We could also say that perhaps it is payback time, because at the beginning of the twentieth century it was photography that put many painters out of business of painting family portraits. We could argue that photography did not actually destroy painting as a practice as we could say that the iPhone and Instagram will not truly destroy photography as a professional practice, because no matter how many millions of people can readily take a snapshot, most will not go out of their way to stage photo shoots, or create photographic panoramas in miniature. One might say that photography’s salvation can only lie in increasingly obscure methods of shooting or avant-garde methods, pictures might therefore attempt to resist their commodification but also resist the appropriation and democratization process itself, and perhaps the only way to accomplish this is through criticism, which brings us back to George Zimmerman.

Taking the example of Gacy, let us look at the social and psychological context of Zimmerman’s work.
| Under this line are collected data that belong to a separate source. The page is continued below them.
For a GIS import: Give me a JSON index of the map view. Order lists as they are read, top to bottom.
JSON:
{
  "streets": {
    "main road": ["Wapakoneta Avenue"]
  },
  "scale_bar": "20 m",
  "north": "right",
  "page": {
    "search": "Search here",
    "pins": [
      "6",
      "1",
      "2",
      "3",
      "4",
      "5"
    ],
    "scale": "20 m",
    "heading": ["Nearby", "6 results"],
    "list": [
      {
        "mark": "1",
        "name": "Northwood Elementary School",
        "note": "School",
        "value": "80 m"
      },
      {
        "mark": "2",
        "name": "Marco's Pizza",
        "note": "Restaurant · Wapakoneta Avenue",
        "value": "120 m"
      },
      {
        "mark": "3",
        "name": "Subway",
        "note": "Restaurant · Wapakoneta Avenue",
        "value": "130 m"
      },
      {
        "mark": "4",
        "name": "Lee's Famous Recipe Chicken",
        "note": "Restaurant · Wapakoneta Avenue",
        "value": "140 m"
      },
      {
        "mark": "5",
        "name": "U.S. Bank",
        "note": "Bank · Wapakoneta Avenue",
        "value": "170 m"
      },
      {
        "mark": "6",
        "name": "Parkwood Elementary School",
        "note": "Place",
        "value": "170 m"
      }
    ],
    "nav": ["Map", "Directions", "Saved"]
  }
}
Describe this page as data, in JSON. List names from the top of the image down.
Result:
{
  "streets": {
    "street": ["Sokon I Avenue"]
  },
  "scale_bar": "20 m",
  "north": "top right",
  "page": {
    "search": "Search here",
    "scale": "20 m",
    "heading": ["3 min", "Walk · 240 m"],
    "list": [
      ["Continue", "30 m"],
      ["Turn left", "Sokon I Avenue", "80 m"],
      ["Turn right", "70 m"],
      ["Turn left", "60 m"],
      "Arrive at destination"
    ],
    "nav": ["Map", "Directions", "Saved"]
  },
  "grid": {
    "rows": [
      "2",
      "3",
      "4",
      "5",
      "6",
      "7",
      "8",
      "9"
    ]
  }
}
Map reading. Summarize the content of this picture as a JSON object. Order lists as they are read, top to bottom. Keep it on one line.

Gacy’s works have been sold for thousands of dollars and the implications are that a work of art by a serial murderer, without any art training, credentials, skill or artistic passion, must rely on the status of celebrity, notoriety and fascination with the shadow side of human nature to create value in a work of art. Zimmerman in this case is a weak example of jus t such a fascination. He did not murder dozens of victims and bury them under his house like Gacy, he was not responsible for the deaths, displacement and ruined lives of hundreds of thousands of Middle Eastern citizens like Bush. Yet he did set a precedent with this particular type of work. In the art world, much like in Hollywood, when celebrity no longer has to rely on a particular skill, just celebrity itself, status given over by celebrity is enough to sell work. How much different is the case of Jeff Koons, whose career as an artist was preceded by one as commodities broker? Though he studied art in college, his insider contacts from trading were what really got him started on a career of super stardom since he could use those contacts to peddle his own mediocre art. Is not Zimmerman’s just another case of an individual (ab)using a particular system, in place such as it is, for his own benefit? It would be silly to simply dismiss his work as hacky (it is) or as the worst kind of kitsch (which it is also), anyone with a minimum amount of knowledge knows this. The point is much more radical. In the wake of the Beuysian truism “everyone is an artist”, Zimmerman is doing exactly what many of us would do should the opportunity present itself, by this is meant the unflinching self-merchandising and crass (mis)use of the term. In a typical class of thirty kids, it is usually the biggest idiot who takes the rest of the class down with him, if he is the one disrupting class and does not own up to his own idiocy. The teacher will usually punish the entire class rather than look for the culprit. Does this not seem like the obverse of the situation with contemporary art, where a handful of hacks are able to undermine generations of honest work in a matter of hours on the auction house floor?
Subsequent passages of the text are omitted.